Some people react to a global pandemic by hoarding toilet paper. Some bake bread or binge Netflix or create silly videos. And some, it turns out, put on fake uniforms, pretend to be police officers and harass people about Colorado’s stay-at-home order.
Authorities have identified at least six different incidents of police impersonators along the Front Range in the last two weeks, with many of the imposters stopping and questioning drivers about why they’re out and about during the state’s stay-at-home order, which prohibits nonessential travel.
This uptick in police impersonators is likely driven by the stress of the coronavirus pandemic, a need to exercise some control over uncertain circumstances and perhaps, a predisposition among imposters towards authoritarianism, experts said. Some, authorities suspect, are just your run-of-the-mill scammers taking advantage of unprecedented times.
“This is a period of enormous stress,” said Harvey Milkman, a emeritus professor of psychology at Metropolitan State University of Denver. “And when people are under stress and it passes their limit, judgment starts to deteriorate, and it can manifest in a lot of ways. People can rationalize it and think they’re doing something for the benefit of the community. There is a need to feel we are not helpless right now.”

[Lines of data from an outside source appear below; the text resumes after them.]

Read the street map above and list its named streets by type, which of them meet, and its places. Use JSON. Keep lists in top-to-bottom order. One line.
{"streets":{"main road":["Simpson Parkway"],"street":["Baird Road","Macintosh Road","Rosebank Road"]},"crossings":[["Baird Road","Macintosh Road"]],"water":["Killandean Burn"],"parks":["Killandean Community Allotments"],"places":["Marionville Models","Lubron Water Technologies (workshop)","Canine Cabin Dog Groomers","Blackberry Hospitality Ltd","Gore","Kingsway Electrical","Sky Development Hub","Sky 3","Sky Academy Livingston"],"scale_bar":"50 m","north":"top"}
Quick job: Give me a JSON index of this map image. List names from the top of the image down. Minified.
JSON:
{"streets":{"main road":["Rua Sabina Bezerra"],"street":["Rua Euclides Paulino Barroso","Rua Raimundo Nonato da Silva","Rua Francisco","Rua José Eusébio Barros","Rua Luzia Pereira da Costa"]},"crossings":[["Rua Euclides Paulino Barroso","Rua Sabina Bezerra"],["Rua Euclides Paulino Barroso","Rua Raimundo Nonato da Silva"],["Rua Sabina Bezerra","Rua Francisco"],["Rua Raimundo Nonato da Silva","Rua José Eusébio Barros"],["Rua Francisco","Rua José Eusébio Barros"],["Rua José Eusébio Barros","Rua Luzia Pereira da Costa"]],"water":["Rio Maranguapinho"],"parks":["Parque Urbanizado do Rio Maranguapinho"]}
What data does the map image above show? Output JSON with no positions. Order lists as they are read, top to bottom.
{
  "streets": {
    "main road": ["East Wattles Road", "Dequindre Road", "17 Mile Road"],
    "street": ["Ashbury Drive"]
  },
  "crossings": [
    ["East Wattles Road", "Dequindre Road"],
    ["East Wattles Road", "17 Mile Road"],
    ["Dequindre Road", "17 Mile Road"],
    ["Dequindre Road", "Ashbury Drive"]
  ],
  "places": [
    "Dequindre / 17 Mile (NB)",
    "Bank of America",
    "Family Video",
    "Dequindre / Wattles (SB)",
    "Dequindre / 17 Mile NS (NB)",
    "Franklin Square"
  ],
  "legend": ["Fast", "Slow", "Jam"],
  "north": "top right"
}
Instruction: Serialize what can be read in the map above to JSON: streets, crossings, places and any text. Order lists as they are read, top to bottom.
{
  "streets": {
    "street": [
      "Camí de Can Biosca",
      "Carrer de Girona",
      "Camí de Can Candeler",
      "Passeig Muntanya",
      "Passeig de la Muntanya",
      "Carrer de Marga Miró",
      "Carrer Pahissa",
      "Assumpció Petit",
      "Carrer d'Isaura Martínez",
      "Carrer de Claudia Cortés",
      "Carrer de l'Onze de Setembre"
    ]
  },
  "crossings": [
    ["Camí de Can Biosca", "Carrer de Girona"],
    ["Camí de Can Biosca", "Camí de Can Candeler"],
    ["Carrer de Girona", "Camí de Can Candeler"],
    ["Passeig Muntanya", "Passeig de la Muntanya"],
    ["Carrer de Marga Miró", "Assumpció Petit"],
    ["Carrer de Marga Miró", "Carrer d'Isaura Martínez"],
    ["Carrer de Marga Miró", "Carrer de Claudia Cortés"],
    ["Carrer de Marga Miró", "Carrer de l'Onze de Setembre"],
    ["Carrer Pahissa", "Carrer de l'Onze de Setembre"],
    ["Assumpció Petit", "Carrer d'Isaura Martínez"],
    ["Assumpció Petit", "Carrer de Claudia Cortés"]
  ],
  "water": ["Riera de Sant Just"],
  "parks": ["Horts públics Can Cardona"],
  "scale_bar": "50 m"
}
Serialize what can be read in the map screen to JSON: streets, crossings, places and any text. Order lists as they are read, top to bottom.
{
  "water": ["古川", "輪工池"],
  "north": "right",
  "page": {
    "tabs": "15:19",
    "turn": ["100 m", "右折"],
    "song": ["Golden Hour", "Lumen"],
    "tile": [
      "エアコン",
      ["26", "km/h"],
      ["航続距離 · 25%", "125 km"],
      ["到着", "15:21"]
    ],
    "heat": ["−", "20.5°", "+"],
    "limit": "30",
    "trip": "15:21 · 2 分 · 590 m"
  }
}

Real police say they’re not conducting stay-at-home order traffic stops, and some agencies aren’t using unmarked cars for traffic enforcement at all during the coronavirus pandemic. The imposters, who have been reported in Erie, Greeley, Aurora, Weld County and Fort Collins seem to behave in similar ways.
In several recent cases, witnesses have described being stopped by solitary men, who are dressed in dark or uniform-like clothing. Some imposters have driven vehicles equipped with emergency lights. Typically, they question drivers and then let them go. In Erie, a man ordered a woman to drive home and then followed her there before leaving, according to the Erie Police Department.
Law enforcement are searching for the impersonators; none had been arrested as of Thursday. Drivers should pay extra attention when being pulled over, authorities warned.
“If you’re not sure, definitely call 911 to see if it’s a legitimate stop,” said Weld County Sheriff’s Office spokesman Joe Moylan. “We don’t typically use unmarked cars. And we’re definitely not doing it now.”
Some of the impersonators might be looking for drivers’ personal information, like what can be found on a license and insurance paperwork, he said, adding that the suspect in Weld County has stopped at least two drivers.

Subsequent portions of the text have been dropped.